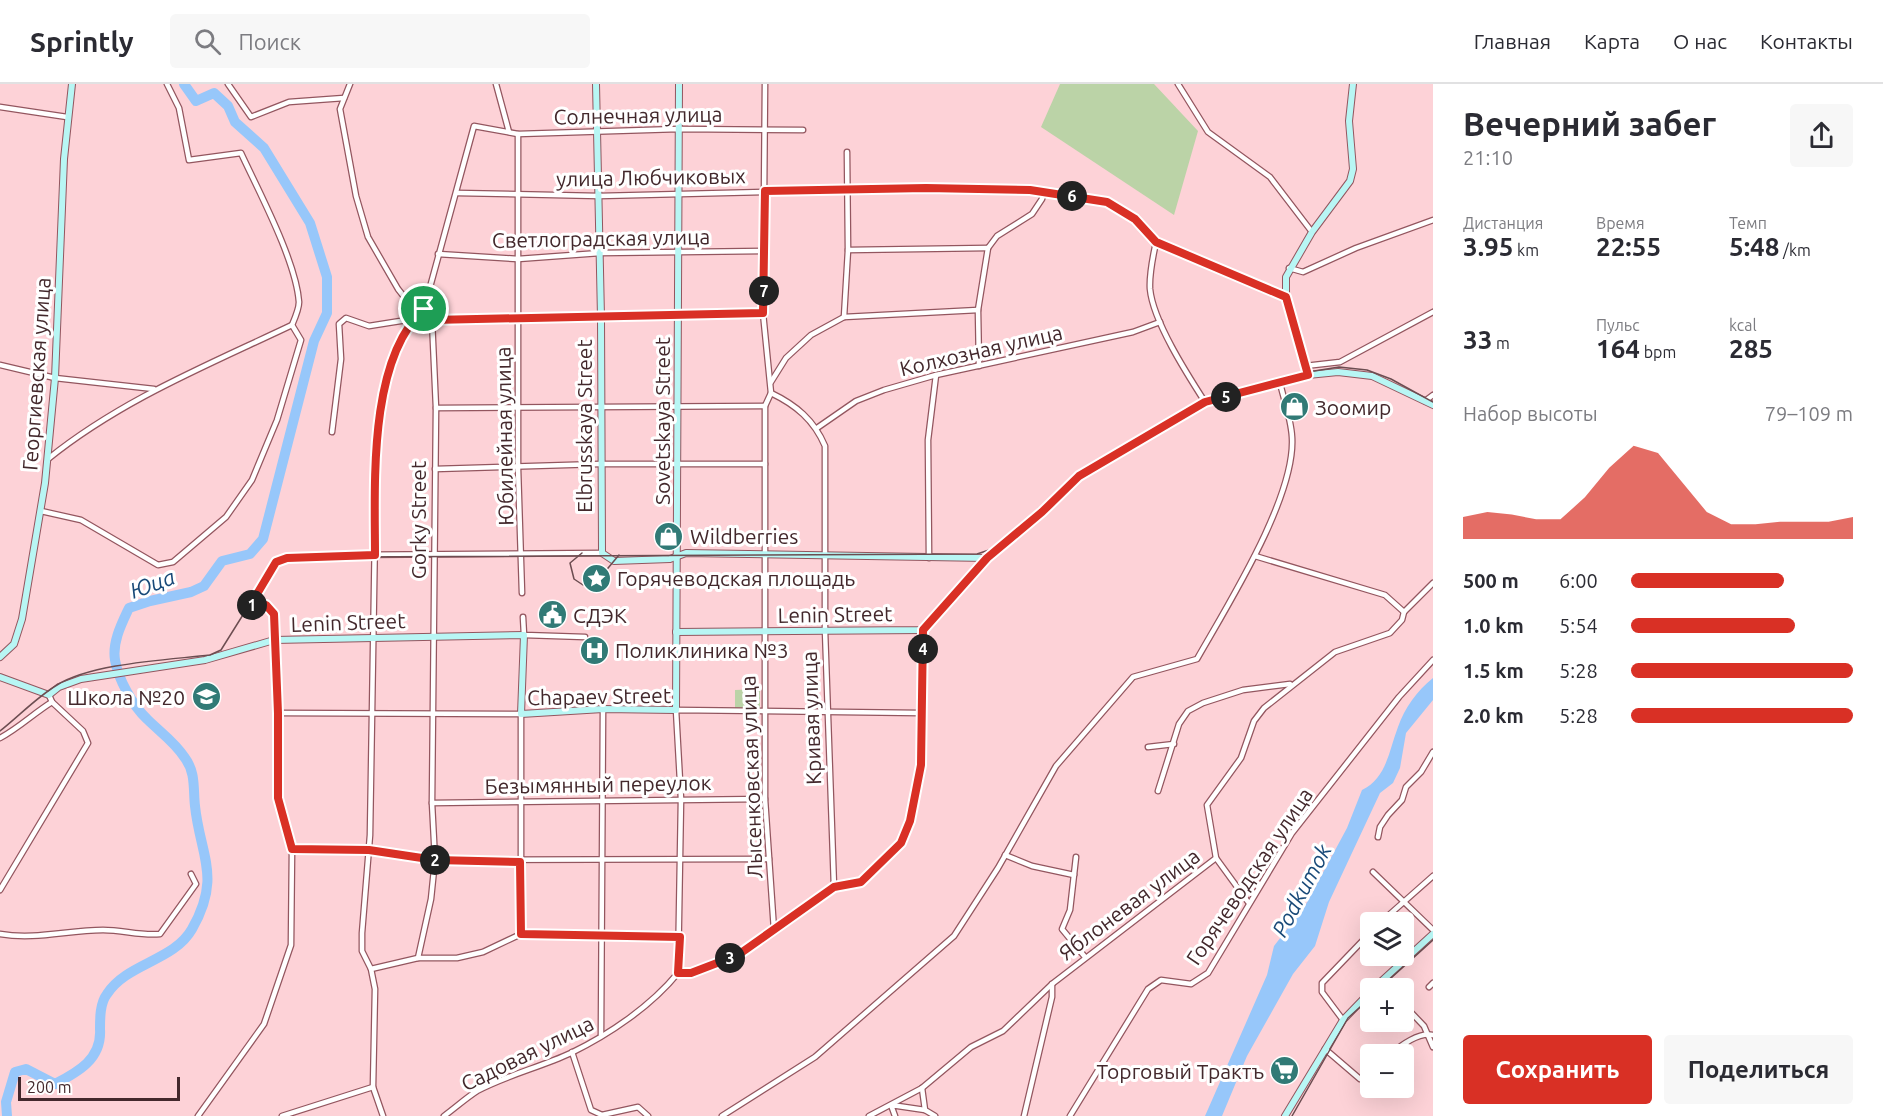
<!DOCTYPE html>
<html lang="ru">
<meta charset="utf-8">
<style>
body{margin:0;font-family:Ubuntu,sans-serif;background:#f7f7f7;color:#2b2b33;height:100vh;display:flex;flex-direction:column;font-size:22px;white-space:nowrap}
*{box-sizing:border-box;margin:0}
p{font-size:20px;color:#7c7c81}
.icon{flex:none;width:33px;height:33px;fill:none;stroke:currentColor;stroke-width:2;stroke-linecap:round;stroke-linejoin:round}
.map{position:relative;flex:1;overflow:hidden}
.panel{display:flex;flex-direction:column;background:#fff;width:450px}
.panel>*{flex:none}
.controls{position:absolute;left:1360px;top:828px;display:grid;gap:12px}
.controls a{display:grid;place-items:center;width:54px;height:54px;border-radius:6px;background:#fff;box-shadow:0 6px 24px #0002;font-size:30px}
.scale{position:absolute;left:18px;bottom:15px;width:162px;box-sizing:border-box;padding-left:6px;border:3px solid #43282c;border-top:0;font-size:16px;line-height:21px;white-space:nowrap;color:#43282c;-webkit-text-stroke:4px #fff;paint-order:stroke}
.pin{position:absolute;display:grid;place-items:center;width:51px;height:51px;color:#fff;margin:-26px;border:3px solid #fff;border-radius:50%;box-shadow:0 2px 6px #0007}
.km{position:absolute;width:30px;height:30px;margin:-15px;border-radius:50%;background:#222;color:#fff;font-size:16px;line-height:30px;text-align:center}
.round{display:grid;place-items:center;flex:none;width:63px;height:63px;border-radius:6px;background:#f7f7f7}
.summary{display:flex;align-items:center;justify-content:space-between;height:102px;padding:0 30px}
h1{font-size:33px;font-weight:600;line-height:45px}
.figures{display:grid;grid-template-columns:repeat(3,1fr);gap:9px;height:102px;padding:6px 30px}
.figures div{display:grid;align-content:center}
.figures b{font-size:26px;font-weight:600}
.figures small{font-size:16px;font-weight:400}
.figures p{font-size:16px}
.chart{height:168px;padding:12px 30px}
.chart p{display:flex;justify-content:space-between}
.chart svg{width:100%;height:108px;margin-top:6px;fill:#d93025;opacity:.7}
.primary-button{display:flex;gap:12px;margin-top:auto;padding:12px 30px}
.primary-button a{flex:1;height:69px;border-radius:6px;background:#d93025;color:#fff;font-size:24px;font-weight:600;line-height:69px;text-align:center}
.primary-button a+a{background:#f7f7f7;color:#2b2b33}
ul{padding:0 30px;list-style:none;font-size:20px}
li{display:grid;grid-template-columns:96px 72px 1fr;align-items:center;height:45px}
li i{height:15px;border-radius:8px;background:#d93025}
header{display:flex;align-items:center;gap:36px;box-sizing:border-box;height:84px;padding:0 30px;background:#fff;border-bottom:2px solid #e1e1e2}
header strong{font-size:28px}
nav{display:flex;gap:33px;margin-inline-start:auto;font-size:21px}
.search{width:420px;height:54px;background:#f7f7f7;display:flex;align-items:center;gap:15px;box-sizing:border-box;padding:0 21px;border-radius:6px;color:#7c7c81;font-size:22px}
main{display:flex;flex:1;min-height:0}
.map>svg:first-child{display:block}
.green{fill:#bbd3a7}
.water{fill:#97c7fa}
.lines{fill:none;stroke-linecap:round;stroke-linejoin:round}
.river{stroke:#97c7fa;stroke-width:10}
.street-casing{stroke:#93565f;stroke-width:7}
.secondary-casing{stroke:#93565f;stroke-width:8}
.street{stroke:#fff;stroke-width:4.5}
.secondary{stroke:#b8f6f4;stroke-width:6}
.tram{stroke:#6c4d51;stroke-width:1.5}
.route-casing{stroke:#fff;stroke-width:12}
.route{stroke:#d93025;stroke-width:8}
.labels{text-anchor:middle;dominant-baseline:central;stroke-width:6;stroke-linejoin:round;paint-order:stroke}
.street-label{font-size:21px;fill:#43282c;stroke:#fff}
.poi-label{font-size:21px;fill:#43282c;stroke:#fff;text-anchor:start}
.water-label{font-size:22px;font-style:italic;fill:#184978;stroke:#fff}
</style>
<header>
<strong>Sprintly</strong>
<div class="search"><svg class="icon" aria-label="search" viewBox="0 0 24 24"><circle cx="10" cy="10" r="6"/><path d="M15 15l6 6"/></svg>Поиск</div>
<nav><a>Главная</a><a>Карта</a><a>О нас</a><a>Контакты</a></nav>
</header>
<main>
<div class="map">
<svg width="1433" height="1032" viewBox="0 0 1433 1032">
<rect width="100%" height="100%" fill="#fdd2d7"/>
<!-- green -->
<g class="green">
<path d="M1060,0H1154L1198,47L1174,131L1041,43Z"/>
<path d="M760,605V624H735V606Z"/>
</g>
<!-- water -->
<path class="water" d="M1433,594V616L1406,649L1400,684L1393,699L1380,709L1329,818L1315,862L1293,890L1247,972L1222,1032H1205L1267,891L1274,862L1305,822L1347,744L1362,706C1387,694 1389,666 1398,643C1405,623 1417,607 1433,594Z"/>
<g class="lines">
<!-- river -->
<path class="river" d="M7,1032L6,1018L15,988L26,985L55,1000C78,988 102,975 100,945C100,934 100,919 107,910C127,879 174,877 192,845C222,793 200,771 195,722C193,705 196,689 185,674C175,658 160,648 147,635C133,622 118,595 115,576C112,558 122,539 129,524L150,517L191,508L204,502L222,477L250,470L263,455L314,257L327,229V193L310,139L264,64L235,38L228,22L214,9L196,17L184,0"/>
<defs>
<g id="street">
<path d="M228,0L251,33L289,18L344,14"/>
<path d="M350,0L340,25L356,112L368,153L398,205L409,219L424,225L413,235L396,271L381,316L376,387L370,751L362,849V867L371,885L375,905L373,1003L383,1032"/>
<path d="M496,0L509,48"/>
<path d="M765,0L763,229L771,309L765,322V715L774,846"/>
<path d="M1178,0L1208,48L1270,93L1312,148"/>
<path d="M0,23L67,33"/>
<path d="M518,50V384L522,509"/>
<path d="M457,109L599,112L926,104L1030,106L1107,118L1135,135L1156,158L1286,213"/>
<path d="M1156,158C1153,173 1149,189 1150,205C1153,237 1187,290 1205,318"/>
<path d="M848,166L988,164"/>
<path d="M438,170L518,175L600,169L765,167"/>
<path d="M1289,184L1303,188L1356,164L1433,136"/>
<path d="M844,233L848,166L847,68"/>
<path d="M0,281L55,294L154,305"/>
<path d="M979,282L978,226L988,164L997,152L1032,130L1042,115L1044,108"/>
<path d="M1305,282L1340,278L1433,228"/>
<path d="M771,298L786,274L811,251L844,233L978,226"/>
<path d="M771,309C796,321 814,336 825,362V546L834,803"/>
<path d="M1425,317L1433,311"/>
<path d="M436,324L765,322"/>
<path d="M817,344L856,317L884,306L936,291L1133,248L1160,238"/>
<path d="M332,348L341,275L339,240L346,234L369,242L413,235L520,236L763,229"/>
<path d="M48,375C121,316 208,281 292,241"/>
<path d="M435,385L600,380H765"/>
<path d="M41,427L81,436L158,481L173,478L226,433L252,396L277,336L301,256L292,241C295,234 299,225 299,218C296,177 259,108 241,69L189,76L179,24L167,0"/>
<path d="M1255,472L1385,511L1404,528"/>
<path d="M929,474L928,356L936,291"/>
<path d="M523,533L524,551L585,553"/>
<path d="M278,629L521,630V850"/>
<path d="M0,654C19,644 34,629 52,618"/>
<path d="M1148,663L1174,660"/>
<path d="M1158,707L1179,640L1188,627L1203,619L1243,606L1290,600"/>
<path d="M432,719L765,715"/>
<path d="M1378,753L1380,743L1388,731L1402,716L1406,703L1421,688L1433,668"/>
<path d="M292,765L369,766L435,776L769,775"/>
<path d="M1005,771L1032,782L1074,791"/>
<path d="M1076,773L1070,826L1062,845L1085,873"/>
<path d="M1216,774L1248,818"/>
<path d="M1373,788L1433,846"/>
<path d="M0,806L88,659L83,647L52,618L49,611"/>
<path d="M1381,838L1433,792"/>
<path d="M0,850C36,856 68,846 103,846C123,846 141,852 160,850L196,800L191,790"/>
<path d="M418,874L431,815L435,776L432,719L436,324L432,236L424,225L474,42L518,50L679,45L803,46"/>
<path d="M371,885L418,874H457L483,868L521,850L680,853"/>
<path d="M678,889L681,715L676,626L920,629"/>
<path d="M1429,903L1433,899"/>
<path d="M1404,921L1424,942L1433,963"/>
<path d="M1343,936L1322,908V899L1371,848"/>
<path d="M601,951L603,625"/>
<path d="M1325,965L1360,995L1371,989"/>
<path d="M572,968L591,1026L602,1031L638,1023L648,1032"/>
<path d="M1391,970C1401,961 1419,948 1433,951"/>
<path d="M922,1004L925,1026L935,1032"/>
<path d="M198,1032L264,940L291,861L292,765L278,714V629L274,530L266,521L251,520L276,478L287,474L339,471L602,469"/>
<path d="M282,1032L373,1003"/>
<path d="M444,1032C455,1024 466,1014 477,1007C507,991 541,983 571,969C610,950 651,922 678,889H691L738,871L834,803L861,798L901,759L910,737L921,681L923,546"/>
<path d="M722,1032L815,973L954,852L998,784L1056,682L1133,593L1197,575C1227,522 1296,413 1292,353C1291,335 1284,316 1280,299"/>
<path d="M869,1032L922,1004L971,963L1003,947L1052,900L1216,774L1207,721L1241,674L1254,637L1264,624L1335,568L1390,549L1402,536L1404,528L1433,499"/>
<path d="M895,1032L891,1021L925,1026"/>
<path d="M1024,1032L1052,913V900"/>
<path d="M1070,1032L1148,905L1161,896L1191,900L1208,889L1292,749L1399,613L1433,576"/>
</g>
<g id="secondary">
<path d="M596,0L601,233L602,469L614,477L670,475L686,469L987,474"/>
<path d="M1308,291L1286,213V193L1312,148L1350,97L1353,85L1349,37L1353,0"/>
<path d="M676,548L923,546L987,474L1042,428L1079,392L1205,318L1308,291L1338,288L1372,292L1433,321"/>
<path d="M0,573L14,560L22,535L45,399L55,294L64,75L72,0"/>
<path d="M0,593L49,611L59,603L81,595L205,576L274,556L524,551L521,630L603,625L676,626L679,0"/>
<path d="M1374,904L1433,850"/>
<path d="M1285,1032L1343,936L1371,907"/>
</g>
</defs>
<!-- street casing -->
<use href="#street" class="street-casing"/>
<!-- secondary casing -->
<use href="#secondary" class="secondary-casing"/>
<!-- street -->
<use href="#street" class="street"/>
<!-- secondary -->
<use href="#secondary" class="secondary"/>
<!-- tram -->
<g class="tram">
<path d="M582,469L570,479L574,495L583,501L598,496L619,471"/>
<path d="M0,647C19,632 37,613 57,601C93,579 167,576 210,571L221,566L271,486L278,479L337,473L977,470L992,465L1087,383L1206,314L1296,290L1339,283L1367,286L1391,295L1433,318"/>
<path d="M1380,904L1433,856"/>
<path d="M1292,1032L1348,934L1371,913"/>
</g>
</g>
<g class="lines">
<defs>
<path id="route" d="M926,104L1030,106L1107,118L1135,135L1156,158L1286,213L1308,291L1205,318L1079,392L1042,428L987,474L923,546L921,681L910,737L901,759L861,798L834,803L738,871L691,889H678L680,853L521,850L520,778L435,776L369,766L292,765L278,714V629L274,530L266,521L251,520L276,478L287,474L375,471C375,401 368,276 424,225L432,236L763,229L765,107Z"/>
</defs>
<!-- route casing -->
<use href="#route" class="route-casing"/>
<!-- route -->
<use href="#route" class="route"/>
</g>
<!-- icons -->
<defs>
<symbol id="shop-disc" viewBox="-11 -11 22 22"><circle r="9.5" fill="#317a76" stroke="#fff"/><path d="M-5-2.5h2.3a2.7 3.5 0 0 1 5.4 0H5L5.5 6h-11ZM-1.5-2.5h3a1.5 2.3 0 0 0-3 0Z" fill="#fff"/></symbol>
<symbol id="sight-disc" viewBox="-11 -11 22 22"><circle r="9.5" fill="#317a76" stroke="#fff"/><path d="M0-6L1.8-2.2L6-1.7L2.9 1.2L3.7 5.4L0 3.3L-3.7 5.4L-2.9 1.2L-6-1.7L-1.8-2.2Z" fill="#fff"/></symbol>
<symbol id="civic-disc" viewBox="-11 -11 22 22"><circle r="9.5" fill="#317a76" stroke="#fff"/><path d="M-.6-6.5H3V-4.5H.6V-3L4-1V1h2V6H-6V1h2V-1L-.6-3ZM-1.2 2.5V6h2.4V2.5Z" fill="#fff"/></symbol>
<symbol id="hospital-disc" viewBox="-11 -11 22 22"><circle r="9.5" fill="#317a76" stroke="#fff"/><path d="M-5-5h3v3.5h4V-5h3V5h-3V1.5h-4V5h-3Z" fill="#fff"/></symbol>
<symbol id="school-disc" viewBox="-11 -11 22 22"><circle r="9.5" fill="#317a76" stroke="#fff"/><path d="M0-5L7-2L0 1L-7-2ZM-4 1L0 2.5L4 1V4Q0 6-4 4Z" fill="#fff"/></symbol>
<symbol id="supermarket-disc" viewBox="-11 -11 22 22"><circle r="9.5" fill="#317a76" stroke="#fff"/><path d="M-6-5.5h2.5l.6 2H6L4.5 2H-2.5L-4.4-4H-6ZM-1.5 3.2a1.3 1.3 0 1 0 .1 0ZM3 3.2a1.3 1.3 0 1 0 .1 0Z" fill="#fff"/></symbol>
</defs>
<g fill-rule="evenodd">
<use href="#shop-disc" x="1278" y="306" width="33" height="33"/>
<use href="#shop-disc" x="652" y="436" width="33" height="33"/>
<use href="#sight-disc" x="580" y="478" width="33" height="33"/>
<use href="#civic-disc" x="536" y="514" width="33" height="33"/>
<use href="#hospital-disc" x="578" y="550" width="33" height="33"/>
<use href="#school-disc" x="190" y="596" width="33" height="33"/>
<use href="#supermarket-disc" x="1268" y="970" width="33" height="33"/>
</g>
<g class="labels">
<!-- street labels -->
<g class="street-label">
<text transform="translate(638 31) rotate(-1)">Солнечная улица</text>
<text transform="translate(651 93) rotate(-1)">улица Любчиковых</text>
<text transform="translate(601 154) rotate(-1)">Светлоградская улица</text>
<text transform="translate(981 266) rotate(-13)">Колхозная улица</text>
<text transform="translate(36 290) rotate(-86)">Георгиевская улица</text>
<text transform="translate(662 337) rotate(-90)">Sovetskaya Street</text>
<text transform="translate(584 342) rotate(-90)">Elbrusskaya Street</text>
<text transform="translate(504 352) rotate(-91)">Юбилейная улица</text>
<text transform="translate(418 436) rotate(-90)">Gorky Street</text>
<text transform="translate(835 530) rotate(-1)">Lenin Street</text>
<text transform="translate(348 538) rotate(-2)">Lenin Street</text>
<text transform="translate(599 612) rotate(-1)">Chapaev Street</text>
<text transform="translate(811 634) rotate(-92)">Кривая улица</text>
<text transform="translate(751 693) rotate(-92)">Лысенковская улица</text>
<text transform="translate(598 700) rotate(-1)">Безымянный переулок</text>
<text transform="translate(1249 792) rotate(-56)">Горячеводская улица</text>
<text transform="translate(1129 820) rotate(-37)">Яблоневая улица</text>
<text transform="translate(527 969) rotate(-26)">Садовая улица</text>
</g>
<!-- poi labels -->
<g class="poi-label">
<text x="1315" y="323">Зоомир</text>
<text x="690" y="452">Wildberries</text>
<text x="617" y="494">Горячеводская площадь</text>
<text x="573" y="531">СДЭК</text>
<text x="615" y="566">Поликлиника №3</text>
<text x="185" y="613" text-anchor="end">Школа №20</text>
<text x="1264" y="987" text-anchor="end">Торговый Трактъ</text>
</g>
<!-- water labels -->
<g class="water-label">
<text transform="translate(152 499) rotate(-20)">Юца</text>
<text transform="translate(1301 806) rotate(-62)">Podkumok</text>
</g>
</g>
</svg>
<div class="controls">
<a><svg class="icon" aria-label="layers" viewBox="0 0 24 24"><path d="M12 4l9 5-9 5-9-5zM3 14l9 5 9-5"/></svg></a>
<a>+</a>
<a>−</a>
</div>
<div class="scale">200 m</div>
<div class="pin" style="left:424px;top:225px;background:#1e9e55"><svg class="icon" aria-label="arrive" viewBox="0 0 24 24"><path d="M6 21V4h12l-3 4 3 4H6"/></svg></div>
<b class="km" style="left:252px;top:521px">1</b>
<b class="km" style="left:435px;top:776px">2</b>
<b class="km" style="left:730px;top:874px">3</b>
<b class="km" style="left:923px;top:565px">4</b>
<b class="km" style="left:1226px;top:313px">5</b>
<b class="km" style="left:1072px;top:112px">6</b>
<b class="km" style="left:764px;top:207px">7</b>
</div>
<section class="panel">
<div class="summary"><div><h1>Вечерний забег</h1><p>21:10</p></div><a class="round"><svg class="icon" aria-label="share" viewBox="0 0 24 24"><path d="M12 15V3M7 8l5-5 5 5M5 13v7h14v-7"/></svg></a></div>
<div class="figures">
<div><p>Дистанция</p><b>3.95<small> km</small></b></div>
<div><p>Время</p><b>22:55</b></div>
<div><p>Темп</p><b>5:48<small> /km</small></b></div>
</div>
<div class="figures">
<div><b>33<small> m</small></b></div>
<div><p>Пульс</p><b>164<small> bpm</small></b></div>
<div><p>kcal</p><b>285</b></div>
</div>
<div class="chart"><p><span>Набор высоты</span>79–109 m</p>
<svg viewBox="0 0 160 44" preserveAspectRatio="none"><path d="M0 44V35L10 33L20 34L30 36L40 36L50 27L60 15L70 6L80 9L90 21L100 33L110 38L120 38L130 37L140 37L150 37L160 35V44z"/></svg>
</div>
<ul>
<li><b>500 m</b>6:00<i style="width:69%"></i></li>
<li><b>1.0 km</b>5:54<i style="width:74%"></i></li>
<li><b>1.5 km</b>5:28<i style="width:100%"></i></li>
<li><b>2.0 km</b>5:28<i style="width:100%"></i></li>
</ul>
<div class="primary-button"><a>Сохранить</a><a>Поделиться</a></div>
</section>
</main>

→ INSTRUCTIONS TO FOLLOW: After counting the lines above that include the word "template", give only the number.

→ RESULT OF THE EXERCISE: 2